TASK PROMPT | Scan the lines below for the string "filterUnits" and copy every one that has it.

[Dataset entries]
########

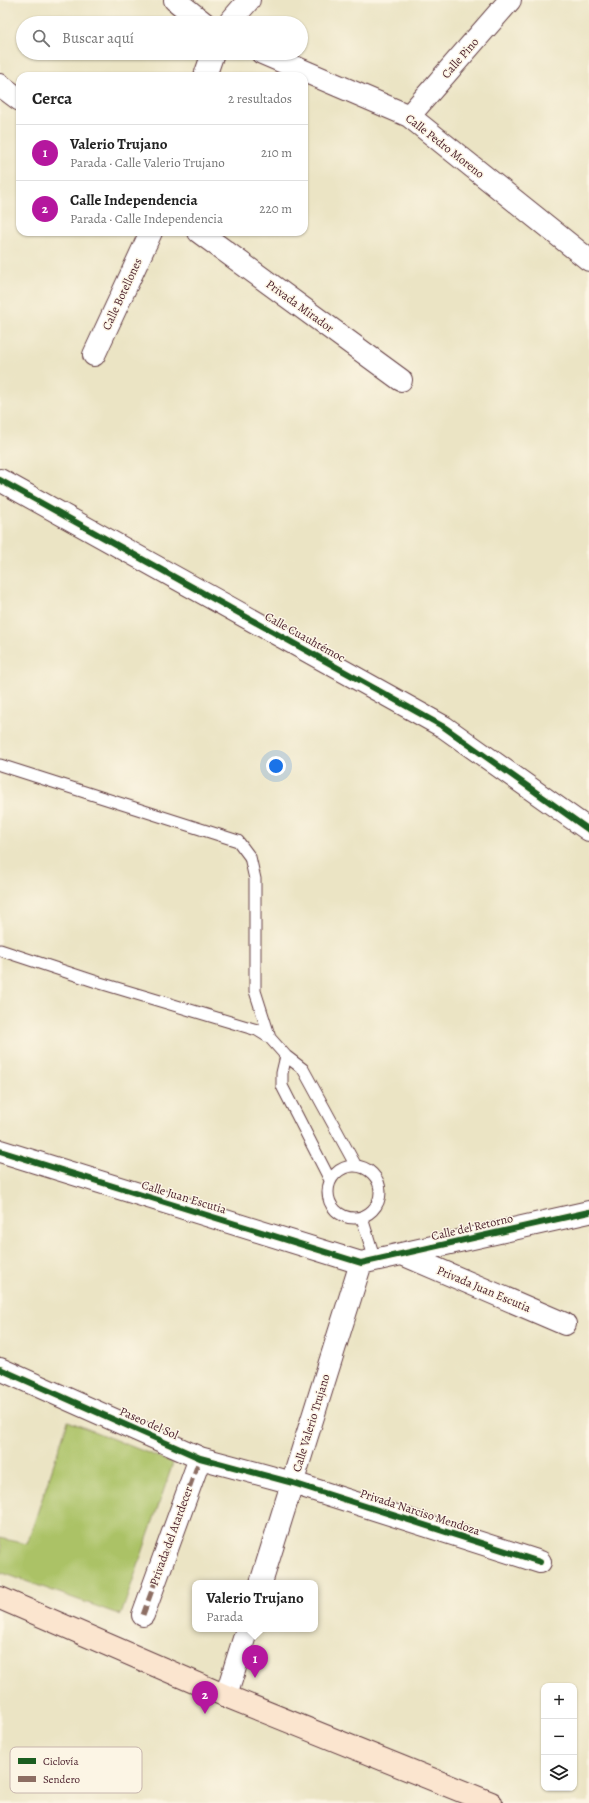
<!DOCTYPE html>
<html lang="es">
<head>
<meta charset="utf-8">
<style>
  :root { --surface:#fff; --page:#f6f6f6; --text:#222; --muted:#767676; --line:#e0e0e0; --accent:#b5179e }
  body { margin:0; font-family:Alegreya,serif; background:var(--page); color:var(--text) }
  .controls { position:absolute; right:12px; bottom:12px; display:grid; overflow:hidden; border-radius:8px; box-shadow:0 1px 3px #0004 }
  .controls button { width:36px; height:36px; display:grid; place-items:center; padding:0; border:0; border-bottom:1px solid var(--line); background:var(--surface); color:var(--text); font:20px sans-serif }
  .you { position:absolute; left:276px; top:766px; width:14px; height:14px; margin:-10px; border:3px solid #fff; border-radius:50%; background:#1a73e8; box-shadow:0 0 0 6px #1a73e833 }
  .badge { display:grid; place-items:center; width:26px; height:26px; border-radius:50%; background:var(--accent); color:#fff; font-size:13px; font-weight:700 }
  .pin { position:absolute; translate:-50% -33px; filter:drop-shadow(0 1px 2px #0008) }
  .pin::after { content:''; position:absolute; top:21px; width:14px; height:12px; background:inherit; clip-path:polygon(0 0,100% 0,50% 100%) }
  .popup { position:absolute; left:192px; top:1580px; width:126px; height:52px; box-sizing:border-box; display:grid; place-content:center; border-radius:8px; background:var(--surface); filter:drop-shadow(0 1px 3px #0005); font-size:13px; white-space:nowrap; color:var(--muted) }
  .popup b { font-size:15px; color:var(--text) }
  .popup::after { content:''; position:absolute; left:50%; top:100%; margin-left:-8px; border:8px solid transparent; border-top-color:var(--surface) }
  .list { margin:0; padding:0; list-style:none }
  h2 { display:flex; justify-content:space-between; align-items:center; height:52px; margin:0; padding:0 16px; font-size:17px }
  h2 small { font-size:13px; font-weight:400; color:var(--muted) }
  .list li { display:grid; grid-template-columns:26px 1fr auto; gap:12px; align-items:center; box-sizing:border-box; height:56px; padding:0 16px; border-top:1px solid var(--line) }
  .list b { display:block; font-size:15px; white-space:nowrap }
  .list p { margin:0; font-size:13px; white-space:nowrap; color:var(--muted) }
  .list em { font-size:13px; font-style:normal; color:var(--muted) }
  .icon { flex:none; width:22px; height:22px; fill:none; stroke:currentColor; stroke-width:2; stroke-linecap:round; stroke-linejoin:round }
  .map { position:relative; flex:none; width:589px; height:1803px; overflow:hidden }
  .search { position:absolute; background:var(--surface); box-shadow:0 1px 3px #0004; left:16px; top:16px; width:292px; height:44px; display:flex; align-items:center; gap:10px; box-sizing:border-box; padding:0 14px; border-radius:22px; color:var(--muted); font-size:15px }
  .panel { position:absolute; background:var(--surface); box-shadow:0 1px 3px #0004; left:16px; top:72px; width:292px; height:164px; border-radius:12px }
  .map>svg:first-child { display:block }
  .green { fill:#abc266; stroke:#7a7048 }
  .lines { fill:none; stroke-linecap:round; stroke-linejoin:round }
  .lane-casing { stroke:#623d42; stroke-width:13 }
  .street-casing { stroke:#623d42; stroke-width:24 }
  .secondary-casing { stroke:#623d42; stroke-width:24 }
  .lane { stroke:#fff; stroke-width:11 }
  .street { stroke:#fff; stroke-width:22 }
  .secondary { stroke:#fbe5cf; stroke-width:22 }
  .quiet { stroke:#8d6e63; stroke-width:5; stroke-dasharray:10 5; stroke-linecap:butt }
  .cycleway-casing { stroke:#fcf5e5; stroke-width:8 }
  .cycleway { stroke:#1b5e20; stroke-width:6 }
  .labels { text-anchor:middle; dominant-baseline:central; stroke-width:3; stroke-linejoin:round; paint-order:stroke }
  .street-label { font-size:12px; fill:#4a1f2b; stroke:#fcf5e5 }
  .key { fill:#fcf5e5; stroke:#c7b5ad; stroke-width:1 }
  .key-label { font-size:11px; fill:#4a1f2b }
</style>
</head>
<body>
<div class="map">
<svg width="589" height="1803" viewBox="0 0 589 1803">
  <rect width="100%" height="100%" fill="#fcf5e5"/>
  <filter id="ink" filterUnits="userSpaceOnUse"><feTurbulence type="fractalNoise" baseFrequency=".025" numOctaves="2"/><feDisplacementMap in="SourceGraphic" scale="8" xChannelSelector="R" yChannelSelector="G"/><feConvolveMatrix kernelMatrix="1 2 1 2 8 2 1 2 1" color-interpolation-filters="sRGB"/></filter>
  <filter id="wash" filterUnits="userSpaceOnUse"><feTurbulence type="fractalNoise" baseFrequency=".012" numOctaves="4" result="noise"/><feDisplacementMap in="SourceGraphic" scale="16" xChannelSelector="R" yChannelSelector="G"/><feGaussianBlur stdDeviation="0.9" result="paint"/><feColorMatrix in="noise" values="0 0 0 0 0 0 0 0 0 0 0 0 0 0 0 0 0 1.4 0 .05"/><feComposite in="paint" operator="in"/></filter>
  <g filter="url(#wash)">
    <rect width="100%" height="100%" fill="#ebe4c4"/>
    <path class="green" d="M68,1421L173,1463L121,1615L0,1572V1538L27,1544Z"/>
  </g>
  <g filter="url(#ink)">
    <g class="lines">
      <g class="lane-casing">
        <path id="lane" d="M0,765L238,841L250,857L255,879V991L270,1038
          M0,950L100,983L257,1030L270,1038L286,1056
          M328 1192a26 26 0 1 1 52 0a26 26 0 1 1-52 0Z
          M330,1180L282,1086V1073L286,1056L303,1069L356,1166
          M362,1218L375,1260"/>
      </g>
      <g class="street-casing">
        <path id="street" d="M175,0L204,23
          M229,23L249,0
          M262,53L409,116L589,260
          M205,76L213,53
          M0,85L20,100
          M409,116L510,0
          M199,232L401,380
          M94,355L151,232
          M0,480L444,727L589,830
          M0,1151L361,1263L589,1212
          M402,1254L565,1324
          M0,1369L200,1458L293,1483L540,1562
          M261,1583L361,1263
          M143,1615L200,1458
          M226,1696L247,1629"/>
      </g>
      <g class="secondary-casing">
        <path id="secondary" d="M0,1598L226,1696L491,1803"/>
      </g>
      <use href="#lane" class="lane"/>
      <use href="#street" class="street"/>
      <use href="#secondary" class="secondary"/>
      <path class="quiet" d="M143,1615L200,1458"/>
      <g class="cycleway-casing">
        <path id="cycleway" d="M0,480L444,727L589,830
          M0,1151L361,1263L589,1212
          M0,1369L200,1458L293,1483L540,1562"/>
      </g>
      <use href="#cycleway" class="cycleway"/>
    </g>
  </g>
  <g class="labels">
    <g class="street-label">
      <text transform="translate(460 58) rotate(-49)">Calle Pino</text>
      <text transform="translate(445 146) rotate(38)">Calle Pedro Moreno</text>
      <text transform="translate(122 294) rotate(-65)">Calle Botellones</text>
      <text transform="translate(300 306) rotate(36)">Privada Mirador</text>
      <text transform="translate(305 637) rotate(29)">Calle Cuauhtémoc</text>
      <text transform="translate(184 1197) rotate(17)">Calle Juan Escutia</text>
      <text transform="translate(472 1227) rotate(-13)">Calle del Retorno</text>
      <text transform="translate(484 1289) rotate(23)">Privada Juan Escutia</text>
      <text transform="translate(149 1423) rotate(24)">Paseo del Sol</text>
      <text transform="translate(311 1423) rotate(-73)">Calle Valerio Trujano</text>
      <text transform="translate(420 1512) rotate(18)">Privada Narciso Mendoza</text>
      <text transform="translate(171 1536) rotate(-70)">Privada del Atardecer</text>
    </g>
  </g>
  <rect x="10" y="1747" width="132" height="46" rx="6" class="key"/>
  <rect x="18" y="1758" width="18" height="6" fill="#1b5e20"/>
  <rect x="18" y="1776" width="18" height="6" fill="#8d6e63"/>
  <g class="key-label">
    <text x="43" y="1765">Ciclovía</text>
    <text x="43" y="1783">Sendero</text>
  </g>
</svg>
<div class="controls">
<button>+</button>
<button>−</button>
<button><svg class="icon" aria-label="layers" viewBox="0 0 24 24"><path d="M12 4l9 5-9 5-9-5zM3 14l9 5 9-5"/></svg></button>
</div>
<div class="you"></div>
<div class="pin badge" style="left:255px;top:1678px">1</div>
<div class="popup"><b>Valerio Trujano</b>Parada</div>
<div class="pin badge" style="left:205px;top:1714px">2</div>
<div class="search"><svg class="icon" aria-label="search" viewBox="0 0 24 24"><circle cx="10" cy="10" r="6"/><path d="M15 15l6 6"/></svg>Buscar aquí</div>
<section class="panel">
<h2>Cerca<small>2 resultados</small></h2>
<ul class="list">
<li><span class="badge">1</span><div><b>Valerio Trujano</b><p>Parada · Calle Valerio Trujano</p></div><em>210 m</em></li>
<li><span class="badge">2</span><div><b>Calle Independencia</b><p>Parada · Calle Independencia</p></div><em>220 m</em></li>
</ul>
</section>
</div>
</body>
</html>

########

SOLUTION FOR THIS PROBLEM |
  <filter id="ink" filterUnits="userSpaceOnUse"><feTurbulence type="fractalNoise" baseFrequency=".025" numOctaves="2"/><feDisplacementMap in="SourceGraphic" scale="8" xChannelSelector="R" yChannelSelector="G"/><feConvolveMatrix kernelMatrix="1 2 1 2 8 2 1 2 1" color-interpolation-filters="sRGB"/></filter>
  <filter id="wash" filterUnits="userSpaceOnUse"><feTurbulence type="fractalNoise" baseFrequency=".012" numOctaves="4" result="noise"/><feDisplacementMap in="SourceGraphic" scale="16" xChannelSelector="R" yChannelSelector="G"/><feGaussianBlur stdDeviation="0.9" result="paint"/><feColorMatrix in="noise" values="0 0 0 0 0 0 0 0 0 0 0 0 0 0 0 0 0 1.4 0 .05"/><feComposite in="paint" operator="in"/></filter>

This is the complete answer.